▶ _TASK_
Lines that include "overflow" make up the answer; copy all of them from the data below.

(Saved entries)

^^^^

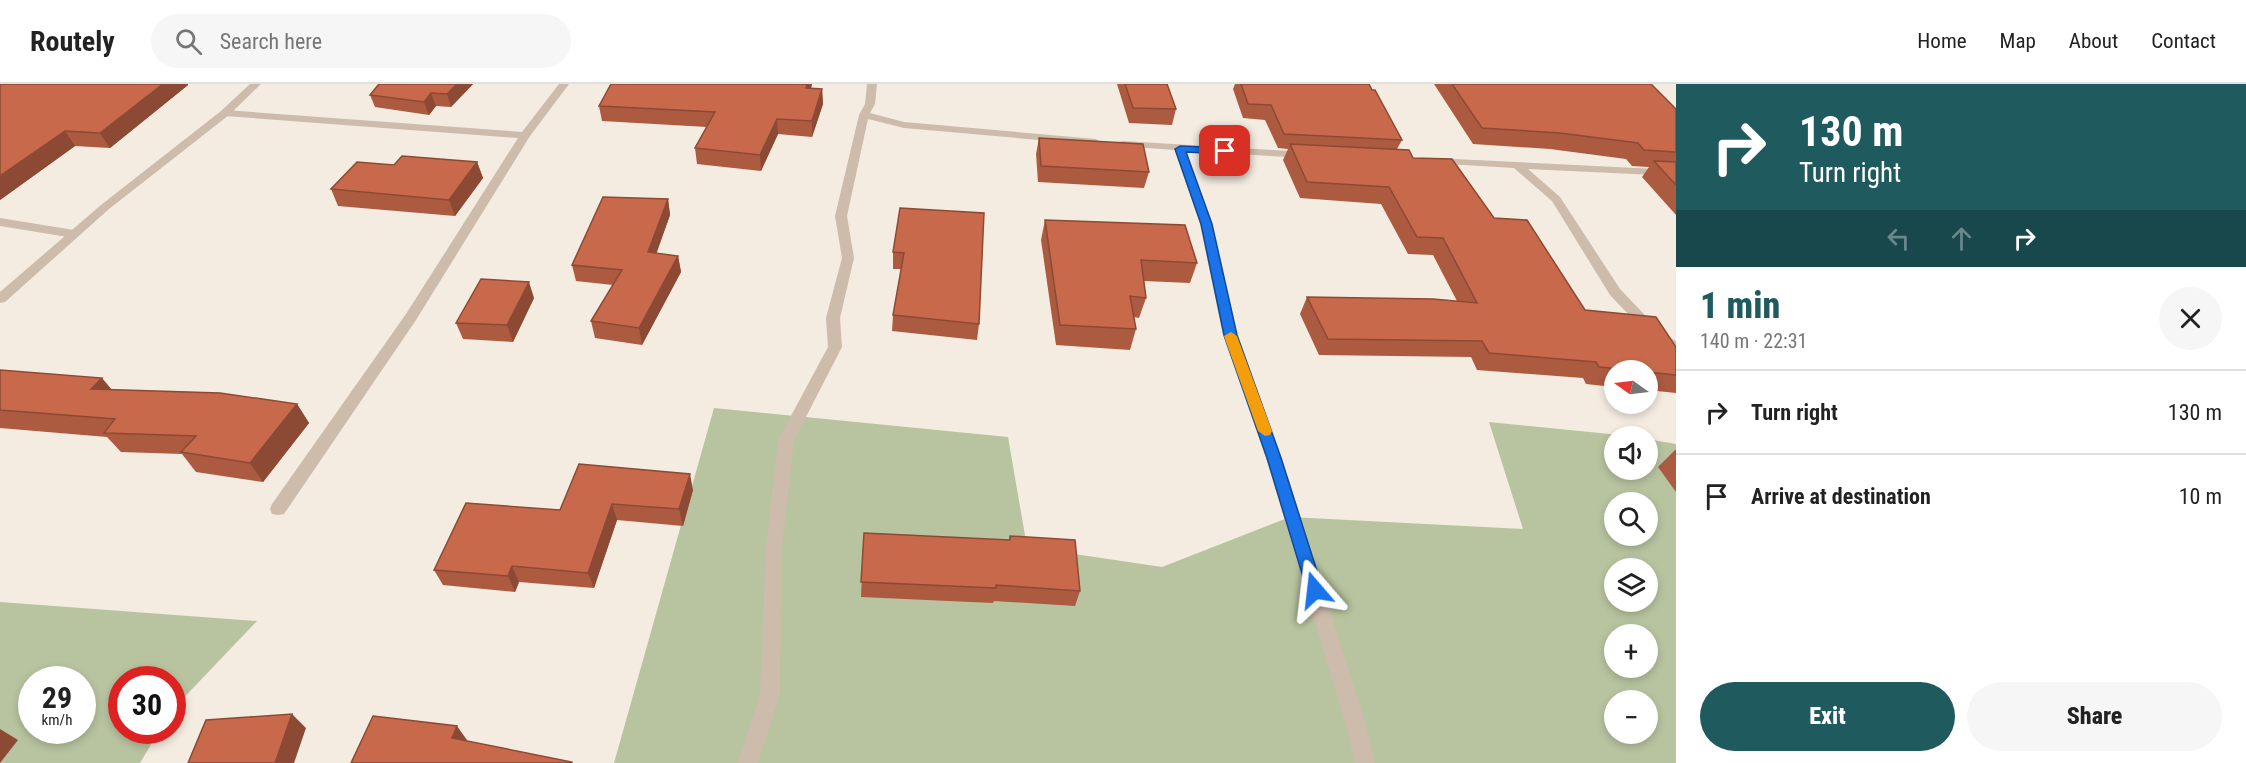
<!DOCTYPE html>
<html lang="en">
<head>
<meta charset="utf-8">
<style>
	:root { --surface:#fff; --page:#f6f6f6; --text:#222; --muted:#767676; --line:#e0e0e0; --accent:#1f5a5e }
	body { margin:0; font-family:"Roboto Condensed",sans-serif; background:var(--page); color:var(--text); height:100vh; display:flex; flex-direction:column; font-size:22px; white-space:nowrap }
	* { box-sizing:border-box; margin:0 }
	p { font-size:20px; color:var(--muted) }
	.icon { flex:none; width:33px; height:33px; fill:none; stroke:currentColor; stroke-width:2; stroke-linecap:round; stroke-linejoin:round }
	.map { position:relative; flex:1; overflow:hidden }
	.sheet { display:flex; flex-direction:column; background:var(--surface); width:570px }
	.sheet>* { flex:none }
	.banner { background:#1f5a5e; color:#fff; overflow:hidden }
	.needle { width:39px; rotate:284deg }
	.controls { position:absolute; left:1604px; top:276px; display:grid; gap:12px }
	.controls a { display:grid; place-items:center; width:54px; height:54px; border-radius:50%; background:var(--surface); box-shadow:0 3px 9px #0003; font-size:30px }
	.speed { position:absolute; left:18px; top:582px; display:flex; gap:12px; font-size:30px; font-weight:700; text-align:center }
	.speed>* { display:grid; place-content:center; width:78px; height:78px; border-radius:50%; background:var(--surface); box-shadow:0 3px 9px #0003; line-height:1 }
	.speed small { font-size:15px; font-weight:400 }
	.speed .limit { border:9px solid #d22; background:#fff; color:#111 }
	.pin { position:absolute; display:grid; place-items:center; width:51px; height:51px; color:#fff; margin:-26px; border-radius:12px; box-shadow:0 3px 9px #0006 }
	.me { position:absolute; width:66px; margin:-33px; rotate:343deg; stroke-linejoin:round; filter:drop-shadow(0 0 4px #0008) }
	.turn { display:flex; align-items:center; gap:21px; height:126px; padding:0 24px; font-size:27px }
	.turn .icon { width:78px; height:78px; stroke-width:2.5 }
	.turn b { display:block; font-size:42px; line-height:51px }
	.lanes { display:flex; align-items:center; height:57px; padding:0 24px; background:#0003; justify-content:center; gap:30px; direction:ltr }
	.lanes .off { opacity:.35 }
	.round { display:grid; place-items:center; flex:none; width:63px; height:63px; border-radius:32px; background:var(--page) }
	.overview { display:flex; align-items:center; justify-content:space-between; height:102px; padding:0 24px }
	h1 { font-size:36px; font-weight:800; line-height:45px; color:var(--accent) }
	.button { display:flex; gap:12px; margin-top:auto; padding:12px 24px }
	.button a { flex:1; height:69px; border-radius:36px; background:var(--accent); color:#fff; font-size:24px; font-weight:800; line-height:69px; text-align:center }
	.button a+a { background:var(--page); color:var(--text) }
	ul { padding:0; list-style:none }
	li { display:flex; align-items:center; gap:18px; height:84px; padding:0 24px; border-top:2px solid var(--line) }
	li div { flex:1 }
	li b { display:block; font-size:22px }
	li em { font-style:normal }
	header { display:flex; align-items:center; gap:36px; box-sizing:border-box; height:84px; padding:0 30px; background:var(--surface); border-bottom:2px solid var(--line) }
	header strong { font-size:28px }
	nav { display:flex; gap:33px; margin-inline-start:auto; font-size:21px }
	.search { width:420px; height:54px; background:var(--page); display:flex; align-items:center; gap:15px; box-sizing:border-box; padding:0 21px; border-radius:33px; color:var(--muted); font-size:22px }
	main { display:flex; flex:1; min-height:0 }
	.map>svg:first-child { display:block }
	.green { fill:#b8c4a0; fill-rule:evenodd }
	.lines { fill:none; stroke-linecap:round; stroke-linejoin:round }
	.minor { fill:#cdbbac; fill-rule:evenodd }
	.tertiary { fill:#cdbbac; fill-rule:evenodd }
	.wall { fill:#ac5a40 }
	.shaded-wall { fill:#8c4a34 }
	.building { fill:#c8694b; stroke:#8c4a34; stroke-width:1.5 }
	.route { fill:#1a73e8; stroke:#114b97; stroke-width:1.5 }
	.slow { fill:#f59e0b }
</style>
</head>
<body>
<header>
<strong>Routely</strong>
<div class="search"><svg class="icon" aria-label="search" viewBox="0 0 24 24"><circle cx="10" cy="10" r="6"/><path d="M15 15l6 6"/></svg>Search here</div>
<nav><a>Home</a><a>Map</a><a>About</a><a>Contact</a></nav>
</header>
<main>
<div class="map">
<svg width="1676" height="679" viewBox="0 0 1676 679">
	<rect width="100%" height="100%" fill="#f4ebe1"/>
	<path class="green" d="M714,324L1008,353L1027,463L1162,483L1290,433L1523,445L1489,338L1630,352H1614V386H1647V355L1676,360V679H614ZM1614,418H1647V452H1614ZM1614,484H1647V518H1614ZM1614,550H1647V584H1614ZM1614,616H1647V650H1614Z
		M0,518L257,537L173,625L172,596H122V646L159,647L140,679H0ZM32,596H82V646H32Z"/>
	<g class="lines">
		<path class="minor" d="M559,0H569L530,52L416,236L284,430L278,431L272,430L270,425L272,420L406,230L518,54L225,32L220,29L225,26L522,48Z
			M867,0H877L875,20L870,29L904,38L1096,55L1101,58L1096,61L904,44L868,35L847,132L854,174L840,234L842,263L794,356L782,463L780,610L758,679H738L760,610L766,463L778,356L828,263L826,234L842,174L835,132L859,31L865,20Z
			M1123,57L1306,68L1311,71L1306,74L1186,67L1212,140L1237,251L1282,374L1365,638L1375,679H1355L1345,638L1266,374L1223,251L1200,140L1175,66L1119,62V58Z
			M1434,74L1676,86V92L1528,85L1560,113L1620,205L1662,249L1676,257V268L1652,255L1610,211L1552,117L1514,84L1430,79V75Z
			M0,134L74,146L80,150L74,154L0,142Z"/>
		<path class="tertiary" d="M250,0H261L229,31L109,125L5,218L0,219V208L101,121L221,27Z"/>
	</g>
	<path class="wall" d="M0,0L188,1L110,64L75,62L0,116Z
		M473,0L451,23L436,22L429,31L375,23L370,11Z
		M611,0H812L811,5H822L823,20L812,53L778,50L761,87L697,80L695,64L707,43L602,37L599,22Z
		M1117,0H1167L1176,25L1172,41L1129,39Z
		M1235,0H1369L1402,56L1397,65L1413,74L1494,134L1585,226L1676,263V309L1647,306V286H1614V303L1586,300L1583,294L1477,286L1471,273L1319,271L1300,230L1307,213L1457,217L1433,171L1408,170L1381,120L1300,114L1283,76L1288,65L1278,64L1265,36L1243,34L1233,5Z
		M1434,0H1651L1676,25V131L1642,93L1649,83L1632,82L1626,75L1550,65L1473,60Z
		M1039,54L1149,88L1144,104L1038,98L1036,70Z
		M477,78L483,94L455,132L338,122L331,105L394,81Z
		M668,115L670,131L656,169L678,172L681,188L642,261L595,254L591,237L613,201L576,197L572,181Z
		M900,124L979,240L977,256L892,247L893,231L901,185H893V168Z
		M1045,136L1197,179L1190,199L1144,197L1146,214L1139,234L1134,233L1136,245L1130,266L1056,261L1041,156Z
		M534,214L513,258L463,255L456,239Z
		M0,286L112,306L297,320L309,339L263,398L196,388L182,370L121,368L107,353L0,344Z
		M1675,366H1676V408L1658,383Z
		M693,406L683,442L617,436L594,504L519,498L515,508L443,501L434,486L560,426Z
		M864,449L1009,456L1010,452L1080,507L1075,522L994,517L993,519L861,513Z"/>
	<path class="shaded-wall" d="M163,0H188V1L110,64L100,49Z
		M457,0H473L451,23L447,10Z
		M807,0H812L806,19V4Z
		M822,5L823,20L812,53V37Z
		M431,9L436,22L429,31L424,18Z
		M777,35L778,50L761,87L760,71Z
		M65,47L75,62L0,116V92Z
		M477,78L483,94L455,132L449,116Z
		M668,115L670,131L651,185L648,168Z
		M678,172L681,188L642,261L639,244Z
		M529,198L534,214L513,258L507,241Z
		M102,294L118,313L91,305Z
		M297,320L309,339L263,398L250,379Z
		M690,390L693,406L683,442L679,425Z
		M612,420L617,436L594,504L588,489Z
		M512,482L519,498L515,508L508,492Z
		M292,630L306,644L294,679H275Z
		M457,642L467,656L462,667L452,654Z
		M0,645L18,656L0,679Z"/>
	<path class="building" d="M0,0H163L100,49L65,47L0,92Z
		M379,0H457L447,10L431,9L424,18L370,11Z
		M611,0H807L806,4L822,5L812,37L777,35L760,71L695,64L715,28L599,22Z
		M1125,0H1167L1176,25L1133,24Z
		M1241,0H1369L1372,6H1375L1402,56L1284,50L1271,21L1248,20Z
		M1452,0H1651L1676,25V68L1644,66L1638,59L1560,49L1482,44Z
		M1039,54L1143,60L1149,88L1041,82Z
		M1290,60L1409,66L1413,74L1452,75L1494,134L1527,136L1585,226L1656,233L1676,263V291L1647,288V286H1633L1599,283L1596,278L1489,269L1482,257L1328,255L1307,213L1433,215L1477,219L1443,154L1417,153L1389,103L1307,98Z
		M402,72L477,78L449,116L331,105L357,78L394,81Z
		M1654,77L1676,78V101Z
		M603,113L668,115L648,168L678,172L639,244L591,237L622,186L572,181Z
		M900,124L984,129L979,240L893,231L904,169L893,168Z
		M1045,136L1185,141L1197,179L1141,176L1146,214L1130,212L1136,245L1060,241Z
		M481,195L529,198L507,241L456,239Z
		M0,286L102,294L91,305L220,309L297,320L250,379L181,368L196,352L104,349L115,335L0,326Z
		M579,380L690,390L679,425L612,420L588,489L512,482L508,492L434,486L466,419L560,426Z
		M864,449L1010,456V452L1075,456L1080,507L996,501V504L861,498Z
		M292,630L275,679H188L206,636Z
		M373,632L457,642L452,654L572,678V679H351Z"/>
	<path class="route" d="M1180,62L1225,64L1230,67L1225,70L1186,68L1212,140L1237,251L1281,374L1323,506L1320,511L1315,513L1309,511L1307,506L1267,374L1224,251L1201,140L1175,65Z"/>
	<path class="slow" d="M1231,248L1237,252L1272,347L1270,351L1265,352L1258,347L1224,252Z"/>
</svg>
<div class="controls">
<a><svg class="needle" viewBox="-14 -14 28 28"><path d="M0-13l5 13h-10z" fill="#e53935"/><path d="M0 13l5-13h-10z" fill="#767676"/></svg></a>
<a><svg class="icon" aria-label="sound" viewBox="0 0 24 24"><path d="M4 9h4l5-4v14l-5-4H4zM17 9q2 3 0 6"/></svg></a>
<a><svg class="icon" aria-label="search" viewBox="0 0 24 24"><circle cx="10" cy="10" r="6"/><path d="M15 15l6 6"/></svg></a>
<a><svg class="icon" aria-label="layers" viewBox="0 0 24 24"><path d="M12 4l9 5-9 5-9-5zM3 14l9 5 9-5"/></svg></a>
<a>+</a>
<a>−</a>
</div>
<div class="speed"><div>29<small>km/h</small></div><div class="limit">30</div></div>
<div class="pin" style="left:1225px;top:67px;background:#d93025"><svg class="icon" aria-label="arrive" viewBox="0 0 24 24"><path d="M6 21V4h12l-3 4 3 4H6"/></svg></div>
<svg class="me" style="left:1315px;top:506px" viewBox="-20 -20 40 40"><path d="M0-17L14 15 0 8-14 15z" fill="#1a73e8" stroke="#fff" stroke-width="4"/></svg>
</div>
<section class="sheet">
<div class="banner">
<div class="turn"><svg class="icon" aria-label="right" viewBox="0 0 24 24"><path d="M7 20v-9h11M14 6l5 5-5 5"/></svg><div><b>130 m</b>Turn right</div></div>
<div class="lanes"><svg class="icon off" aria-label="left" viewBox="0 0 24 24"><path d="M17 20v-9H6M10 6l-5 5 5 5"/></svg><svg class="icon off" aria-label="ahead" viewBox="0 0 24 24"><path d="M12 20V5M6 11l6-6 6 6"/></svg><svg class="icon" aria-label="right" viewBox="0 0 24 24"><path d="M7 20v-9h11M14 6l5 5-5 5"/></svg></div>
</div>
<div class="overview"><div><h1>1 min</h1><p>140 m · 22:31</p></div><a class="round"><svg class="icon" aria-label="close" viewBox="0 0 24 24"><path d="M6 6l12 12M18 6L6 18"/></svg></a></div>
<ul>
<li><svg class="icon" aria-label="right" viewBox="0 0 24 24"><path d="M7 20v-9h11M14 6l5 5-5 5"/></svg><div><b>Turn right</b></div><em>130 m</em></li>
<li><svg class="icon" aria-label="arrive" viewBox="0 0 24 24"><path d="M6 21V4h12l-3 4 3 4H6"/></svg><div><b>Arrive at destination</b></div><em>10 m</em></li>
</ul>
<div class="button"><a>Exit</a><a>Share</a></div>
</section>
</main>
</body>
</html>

^^^^

▶ _WRITTEN SOLUTION_
	.map { position:relative; flex:1; overflow:hidden }
	.banner { background:#1f5a5e; color:#fff; overflow:hidden }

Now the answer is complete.